§ Material supplied
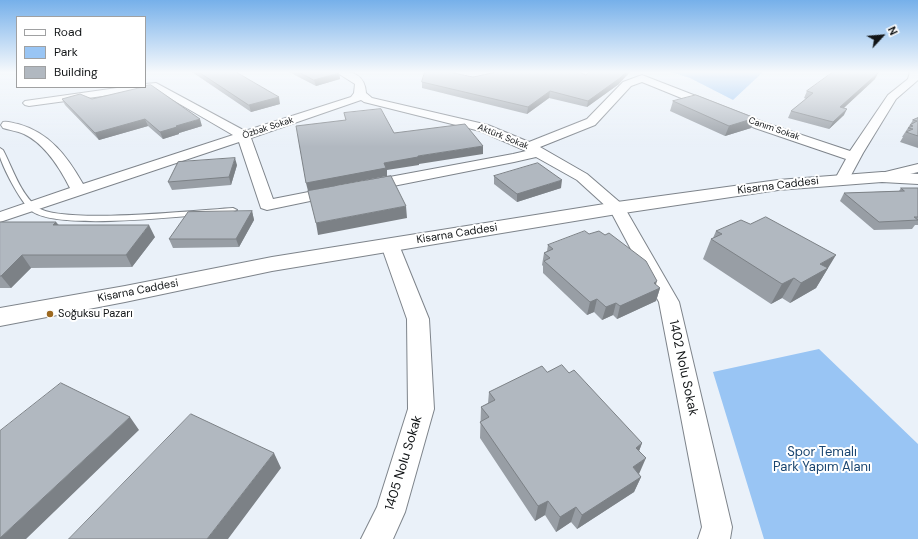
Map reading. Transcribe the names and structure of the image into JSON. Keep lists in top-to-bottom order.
{
  "streets": {
    "street": [
      "Özbak Sokak",
      "Canım Sokak",
      "Aktürk Sokak",
      "Kisarna Caddesi",
      "1402 Nolu Sokak",
      "1405 Nolu Sokak"
    ]
  },
  "crossings": [
    ["Özbak Sokak", "Canım Sokak"],
    ["Canım Sokak", "Aktürk Sokak"],
    ["Aktürk Sokak", "Kisarna Caddesi"],
    ["Aktürk Sokak", "1402 Nolu Sokak"],
    ["Kisarna Caddesi", "1402 Nolu Sokak"],
    ["Kisarna Caddesi", "1405 Nolu Sokak"]
  ],
  "parks": ["Spor Temalı Park Yapım Alanı"],
  "places": ["Soğuksu Pazarı"],
  "legend": ["Road", "Park", "Building"],
  "north": "top right"
}
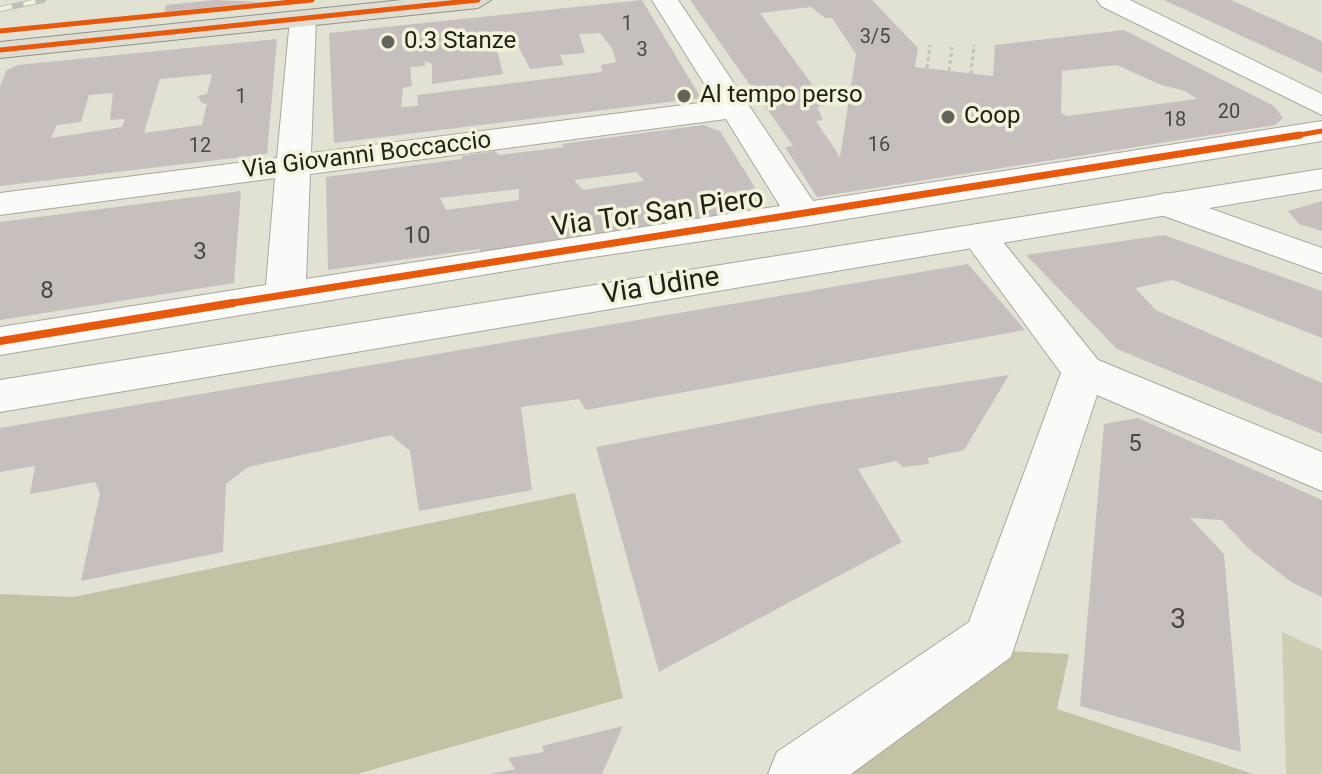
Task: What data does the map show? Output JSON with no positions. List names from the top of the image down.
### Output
{
  "streets": {
    "street": ["Via Giovanni Boccaccio", "Via Tor San Piero", "Via Udine"]
  },
  "places": ["0.3 Stanze", "Al tempo perso", "Coop"],
  "house_numbers": [
    "1",
    "3/5",
    "3",
    "1",
    "20",
    "18",
    "16",
    "12",
    "10",
    "3",
    "8",
    "5",
    "3"
  ]
}
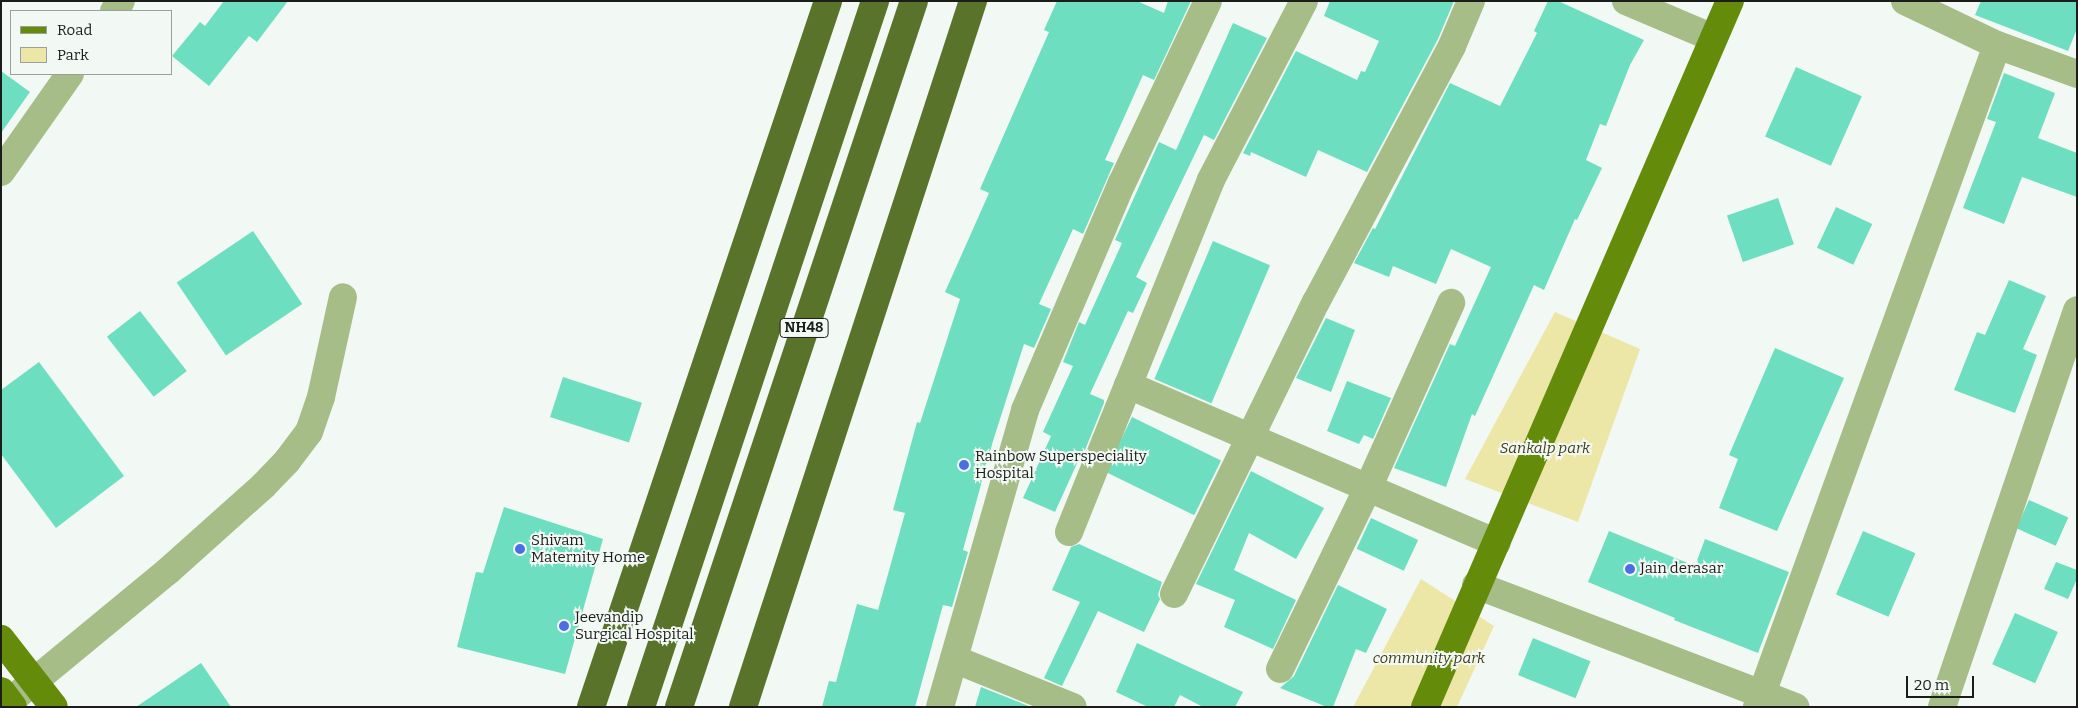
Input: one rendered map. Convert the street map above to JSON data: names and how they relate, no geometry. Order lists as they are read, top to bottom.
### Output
{
  "streets": {
    "highway": ["NH48"]
  },
  "parks": ["Sankalp park", "community park"],
  "places": [
    "Rainbow Superspeciality Hospital",
    "Shivam Maternity Home",
    "Jain derasar",
    "Jeevandip Surgical Hospital"
  ],
  "legend": ["Road", "Park"],
  "scale_bar": "20 m"
}
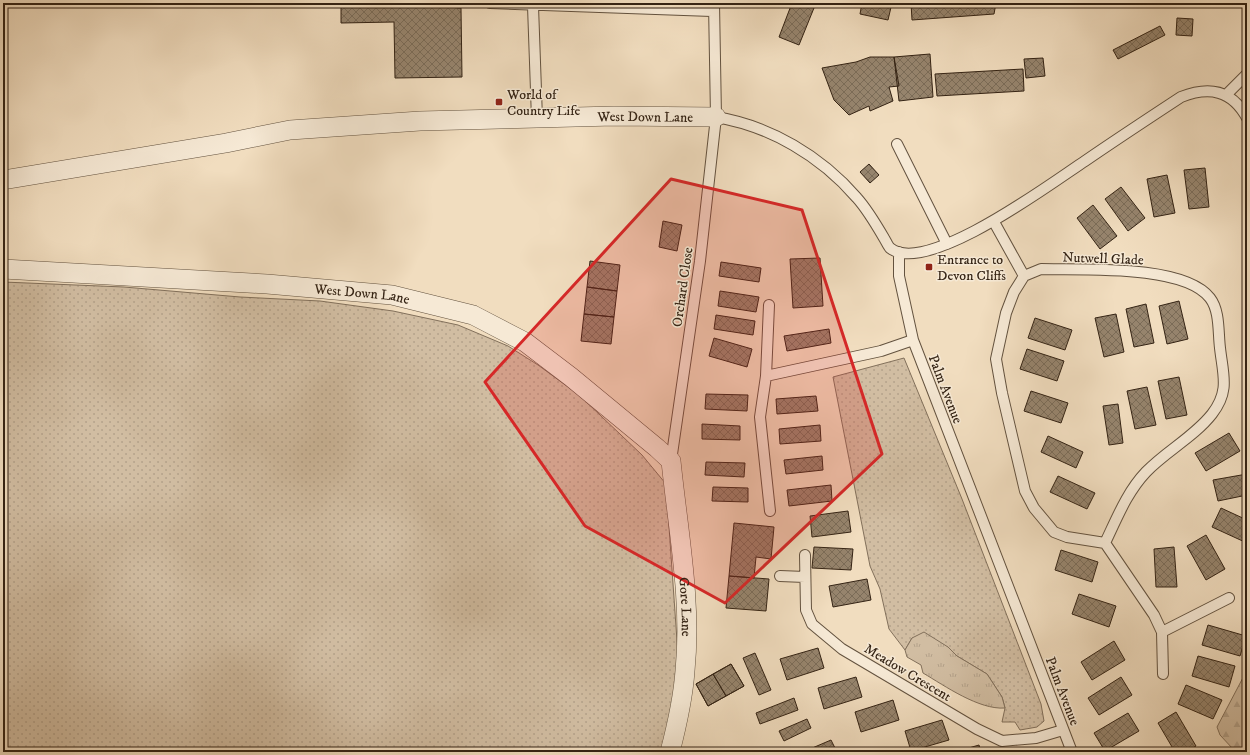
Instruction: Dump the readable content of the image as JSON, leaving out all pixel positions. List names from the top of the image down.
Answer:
{
  "streets": {
    "street": ["West Down Lane", "Gore Lane"],
    "lane": [
      "Nutwell Glade",
      "Orchard Close",
      "Palm Avenue",
      "Meadow Crescent"
    ]
  },
  "crossings": [
    ["West Down Lane", "Orchard Close"],
    ["West Down Lane", "Gore Lane"],
    ["Orchard Close", "Gore Lane"],
    ["Palm Avenue", "Meadow Crescent"]
  ],
  "places": {
    "transit": ["World of Country Life", "Entrance to Devon Cliffs"]
  }
}
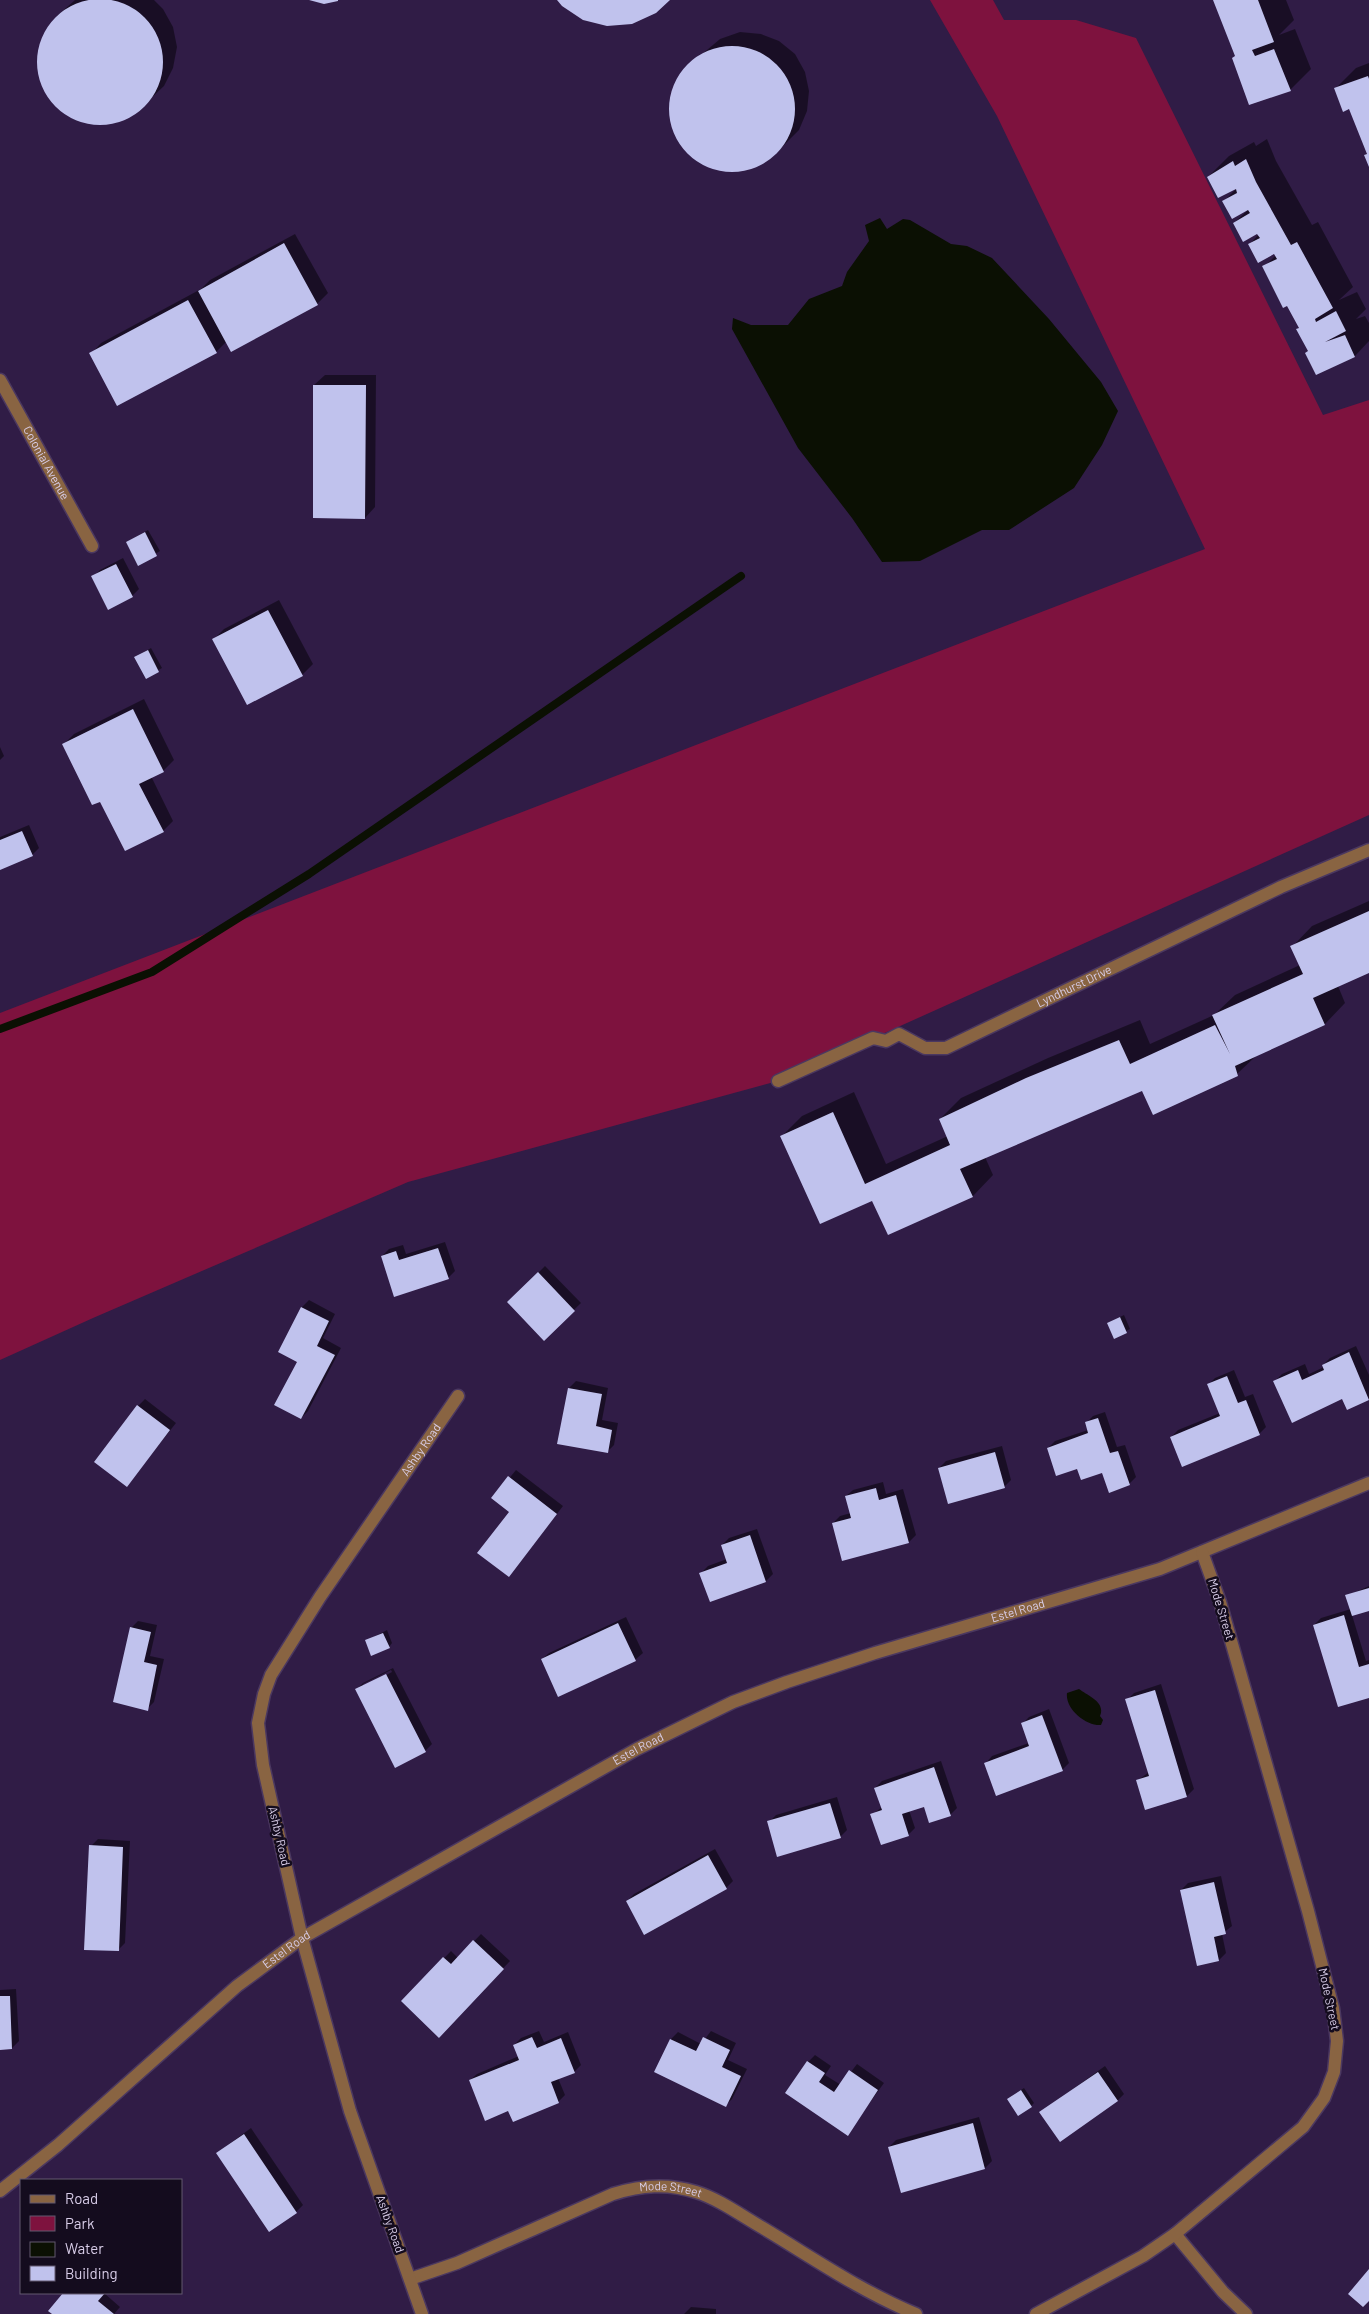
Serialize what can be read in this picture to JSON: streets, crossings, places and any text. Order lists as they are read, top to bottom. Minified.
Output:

§ Work task
Isolate each line of the listing above that includes "data". Copy it.

§ Solution for this problem
Task: What data does the map show? Output JSON with no positions. List names from the top of the image down.
Input: one rendered map. Convert the street map above to JSON data: names and how they relate, no geometry. Order lists as they are read, top to bottom.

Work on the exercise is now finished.